TASK INSTRUCTIONS :: Search the records for the word "Friskis" and copy each line in which it appears.
(RECORDS FOR THIS EXERCISE Opens)
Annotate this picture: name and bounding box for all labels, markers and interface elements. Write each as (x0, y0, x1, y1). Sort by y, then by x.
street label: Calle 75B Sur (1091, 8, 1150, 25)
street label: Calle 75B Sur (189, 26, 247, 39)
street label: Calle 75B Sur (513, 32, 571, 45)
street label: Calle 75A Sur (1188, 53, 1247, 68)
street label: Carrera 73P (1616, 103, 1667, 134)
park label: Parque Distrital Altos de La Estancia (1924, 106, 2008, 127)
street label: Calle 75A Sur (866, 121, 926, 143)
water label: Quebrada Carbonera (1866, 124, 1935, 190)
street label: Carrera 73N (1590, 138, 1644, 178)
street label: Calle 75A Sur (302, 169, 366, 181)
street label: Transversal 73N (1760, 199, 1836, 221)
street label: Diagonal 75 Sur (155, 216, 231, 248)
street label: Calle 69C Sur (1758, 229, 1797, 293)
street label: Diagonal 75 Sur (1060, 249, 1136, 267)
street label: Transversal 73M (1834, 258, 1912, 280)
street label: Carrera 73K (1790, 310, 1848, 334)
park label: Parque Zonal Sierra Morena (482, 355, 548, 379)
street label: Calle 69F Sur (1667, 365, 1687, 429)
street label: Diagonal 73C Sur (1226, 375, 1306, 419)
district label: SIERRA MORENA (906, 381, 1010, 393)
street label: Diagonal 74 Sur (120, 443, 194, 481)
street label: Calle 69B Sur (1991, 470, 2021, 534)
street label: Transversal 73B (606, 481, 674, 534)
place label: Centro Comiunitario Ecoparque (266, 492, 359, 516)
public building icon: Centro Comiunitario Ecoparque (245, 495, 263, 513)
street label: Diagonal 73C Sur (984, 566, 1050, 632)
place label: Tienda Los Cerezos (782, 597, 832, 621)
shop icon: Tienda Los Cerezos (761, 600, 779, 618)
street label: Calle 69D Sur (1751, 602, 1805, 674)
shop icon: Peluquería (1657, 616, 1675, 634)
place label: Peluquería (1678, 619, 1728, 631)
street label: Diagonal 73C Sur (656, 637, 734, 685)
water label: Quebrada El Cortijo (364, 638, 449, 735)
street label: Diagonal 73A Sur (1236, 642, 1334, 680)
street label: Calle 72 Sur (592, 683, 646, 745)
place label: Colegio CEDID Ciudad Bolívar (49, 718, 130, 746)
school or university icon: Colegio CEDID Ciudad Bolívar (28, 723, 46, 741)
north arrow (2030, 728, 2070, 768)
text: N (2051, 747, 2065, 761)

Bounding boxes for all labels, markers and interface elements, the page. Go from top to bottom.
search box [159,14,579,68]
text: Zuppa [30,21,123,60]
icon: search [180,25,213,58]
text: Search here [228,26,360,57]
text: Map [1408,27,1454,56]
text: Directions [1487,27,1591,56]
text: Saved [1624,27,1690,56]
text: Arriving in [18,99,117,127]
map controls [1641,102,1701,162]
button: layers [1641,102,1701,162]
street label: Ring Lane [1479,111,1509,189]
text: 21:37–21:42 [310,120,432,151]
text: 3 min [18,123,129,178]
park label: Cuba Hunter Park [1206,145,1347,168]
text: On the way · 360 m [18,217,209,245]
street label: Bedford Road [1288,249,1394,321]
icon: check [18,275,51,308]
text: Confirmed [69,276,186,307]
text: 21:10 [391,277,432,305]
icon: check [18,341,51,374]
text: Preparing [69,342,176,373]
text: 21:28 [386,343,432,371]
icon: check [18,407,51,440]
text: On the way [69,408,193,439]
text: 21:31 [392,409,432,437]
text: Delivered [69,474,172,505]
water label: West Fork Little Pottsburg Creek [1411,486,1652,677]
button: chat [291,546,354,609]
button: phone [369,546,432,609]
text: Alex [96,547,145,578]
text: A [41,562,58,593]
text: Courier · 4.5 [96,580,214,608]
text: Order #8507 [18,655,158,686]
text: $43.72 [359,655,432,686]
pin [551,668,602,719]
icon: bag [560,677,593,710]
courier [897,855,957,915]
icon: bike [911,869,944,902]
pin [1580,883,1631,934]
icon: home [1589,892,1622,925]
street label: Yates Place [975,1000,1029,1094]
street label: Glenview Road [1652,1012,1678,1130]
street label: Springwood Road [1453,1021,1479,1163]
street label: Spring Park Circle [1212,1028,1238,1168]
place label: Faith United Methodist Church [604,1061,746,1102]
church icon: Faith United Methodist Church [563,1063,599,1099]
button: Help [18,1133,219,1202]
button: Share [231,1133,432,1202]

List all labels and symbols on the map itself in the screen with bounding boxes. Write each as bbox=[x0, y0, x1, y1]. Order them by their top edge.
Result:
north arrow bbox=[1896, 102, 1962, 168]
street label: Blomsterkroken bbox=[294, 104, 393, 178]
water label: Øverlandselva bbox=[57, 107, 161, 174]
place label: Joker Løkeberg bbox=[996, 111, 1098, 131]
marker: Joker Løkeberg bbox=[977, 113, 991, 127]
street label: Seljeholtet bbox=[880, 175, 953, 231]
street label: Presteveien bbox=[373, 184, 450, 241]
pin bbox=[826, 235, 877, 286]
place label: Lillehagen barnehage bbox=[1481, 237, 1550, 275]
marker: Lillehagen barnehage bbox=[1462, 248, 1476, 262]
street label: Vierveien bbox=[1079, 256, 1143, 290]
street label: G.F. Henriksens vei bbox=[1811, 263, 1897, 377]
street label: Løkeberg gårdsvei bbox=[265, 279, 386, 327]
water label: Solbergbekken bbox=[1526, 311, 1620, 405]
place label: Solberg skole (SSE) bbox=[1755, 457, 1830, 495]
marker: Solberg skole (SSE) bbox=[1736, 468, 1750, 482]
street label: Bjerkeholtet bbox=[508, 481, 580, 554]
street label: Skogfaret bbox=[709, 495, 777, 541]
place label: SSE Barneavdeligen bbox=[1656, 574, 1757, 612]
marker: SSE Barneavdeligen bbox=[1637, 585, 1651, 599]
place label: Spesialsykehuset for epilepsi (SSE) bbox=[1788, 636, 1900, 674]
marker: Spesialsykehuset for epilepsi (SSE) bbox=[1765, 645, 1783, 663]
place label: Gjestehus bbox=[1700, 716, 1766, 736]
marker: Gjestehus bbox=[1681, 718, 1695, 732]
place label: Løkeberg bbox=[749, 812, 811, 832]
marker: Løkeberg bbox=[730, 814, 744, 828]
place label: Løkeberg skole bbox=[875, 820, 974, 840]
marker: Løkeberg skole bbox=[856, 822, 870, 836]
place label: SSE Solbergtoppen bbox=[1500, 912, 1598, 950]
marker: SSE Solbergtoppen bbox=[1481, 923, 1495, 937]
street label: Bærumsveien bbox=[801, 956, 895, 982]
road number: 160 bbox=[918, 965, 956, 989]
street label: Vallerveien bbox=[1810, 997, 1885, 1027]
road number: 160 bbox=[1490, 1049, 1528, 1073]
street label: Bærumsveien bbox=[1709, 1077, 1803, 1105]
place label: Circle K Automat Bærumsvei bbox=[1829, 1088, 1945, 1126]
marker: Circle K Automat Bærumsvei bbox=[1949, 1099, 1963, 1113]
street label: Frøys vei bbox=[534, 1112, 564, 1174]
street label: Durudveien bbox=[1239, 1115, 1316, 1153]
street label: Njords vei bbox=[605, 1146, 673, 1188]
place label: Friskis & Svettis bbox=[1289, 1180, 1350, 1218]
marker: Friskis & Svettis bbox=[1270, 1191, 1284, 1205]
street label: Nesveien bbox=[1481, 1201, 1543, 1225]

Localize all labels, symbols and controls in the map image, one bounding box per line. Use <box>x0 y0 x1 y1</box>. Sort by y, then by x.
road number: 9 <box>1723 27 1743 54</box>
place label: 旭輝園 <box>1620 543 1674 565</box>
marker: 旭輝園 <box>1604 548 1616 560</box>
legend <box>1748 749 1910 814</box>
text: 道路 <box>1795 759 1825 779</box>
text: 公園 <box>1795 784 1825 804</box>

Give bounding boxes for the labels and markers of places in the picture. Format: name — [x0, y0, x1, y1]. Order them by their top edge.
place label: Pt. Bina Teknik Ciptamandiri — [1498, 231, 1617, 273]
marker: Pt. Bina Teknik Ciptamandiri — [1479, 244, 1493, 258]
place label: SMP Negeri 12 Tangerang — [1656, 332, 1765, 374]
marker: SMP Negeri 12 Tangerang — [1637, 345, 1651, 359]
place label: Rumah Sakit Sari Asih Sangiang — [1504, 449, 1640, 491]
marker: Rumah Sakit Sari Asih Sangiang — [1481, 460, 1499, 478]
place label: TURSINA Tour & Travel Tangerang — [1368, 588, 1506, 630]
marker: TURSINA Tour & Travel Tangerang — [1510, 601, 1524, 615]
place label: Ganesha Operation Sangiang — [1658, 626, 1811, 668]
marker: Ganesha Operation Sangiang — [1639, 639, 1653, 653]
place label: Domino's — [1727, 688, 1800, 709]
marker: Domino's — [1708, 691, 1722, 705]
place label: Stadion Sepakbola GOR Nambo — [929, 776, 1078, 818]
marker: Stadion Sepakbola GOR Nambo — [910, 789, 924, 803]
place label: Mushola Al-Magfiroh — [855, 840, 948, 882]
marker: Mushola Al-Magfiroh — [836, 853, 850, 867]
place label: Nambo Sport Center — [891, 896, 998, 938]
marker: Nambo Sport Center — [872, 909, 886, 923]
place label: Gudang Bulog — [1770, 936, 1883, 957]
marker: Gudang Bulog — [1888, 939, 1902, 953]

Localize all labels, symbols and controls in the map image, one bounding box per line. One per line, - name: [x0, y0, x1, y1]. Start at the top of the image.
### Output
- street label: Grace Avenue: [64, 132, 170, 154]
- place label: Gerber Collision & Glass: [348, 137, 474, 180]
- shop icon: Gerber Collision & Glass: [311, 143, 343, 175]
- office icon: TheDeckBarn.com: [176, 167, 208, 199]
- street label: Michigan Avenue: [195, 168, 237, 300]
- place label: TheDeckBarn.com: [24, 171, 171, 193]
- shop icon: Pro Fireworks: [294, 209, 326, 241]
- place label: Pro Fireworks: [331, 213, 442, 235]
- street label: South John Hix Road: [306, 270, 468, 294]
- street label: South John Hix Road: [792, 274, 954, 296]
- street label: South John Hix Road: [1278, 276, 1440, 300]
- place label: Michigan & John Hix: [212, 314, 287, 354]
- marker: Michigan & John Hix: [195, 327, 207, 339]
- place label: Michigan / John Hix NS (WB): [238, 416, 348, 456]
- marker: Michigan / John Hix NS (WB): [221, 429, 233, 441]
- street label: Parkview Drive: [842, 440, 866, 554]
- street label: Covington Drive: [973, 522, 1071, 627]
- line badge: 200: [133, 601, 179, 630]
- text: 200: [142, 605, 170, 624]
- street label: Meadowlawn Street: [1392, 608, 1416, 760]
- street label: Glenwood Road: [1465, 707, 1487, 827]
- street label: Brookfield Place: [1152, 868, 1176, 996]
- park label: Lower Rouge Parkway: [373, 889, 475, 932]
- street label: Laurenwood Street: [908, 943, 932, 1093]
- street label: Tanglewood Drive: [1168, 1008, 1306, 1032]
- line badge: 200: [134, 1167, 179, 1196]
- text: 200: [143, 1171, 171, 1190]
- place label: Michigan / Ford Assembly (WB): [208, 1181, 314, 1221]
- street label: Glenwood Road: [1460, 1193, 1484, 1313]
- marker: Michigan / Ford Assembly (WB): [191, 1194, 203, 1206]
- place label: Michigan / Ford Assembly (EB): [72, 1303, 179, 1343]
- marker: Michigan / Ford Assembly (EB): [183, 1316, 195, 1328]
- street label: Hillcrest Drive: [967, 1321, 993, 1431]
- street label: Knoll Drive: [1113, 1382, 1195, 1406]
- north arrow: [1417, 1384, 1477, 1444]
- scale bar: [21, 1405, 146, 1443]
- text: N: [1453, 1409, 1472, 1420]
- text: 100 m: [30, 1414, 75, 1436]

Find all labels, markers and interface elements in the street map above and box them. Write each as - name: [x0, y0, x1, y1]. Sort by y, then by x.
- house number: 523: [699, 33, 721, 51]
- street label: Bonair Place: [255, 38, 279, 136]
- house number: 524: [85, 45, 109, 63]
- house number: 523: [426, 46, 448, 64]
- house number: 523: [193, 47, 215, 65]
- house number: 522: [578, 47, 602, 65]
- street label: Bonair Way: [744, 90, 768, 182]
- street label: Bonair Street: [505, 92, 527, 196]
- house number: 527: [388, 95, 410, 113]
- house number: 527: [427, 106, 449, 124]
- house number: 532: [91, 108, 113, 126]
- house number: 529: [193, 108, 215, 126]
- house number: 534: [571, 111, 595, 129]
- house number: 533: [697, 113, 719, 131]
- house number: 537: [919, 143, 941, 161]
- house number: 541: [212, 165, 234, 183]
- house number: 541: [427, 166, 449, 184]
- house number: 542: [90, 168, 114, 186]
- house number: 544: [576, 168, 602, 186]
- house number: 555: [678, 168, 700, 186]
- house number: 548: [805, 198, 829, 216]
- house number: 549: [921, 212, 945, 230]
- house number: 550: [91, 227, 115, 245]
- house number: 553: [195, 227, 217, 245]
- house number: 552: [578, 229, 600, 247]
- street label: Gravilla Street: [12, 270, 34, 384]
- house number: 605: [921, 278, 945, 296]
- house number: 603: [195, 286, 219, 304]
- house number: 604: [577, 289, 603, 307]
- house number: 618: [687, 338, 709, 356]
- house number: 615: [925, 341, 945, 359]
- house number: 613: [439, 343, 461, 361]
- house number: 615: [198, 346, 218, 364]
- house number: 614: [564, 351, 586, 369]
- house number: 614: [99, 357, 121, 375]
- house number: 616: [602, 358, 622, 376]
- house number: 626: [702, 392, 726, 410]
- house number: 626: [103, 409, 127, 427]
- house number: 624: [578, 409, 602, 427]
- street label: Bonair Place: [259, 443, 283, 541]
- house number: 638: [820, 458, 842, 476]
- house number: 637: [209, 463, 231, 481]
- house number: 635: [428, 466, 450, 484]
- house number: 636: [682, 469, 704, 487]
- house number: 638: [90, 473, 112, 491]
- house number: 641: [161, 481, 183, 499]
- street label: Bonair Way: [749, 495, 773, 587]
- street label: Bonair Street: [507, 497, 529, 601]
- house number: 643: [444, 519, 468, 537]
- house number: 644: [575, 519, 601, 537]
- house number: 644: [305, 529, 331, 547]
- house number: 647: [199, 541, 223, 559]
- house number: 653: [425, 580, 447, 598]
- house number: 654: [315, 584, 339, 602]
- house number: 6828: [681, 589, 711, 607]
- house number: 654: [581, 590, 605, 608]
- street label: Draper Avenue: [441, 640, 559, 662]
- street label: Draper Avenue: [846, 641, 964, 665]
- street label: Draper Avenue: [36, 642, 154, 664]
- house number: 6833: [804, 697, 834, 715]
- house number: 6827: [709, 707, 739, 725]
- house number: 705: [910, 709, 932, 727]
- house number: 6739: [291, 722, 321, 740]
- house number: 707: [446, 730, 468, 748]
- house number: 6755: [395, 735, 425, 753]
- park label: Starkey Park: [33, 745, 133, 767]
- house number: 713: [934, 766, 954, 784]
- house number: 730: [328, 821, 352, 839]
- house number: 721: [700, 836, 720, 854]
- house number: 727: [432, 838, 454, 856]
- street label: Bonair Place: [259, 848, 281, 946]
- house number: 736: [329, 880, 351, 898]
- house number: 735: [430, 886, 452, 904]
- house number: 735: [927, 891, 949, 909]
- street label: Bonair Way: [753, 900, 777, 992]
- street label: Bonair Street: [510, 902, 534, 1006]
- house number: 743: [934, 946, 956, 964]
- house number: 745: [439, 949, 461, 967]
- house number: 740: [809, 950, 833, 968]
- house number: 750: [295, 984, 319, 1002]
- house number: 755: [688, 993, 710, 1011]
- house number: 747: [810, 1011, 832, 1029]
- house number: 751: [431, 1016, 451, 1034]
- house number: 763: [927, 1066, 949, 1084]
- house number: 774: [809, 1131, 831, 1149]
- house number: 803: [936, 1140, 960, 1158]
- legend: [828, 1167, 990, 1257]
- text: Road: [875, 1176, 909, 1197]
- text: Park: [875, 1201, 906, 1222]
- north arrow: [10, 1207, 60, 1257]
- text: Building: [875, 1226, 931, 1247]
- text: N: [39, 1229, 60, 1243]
(RECORDS FOR THIS EXERCISE Closes)
YOUR RESPONSE ::
place label: Friskis & Svettis bbox=[1289, 1180, 1350, 1218]
marker: Friskis & Svettis bbox=[1270, 1191, 1284, 1205]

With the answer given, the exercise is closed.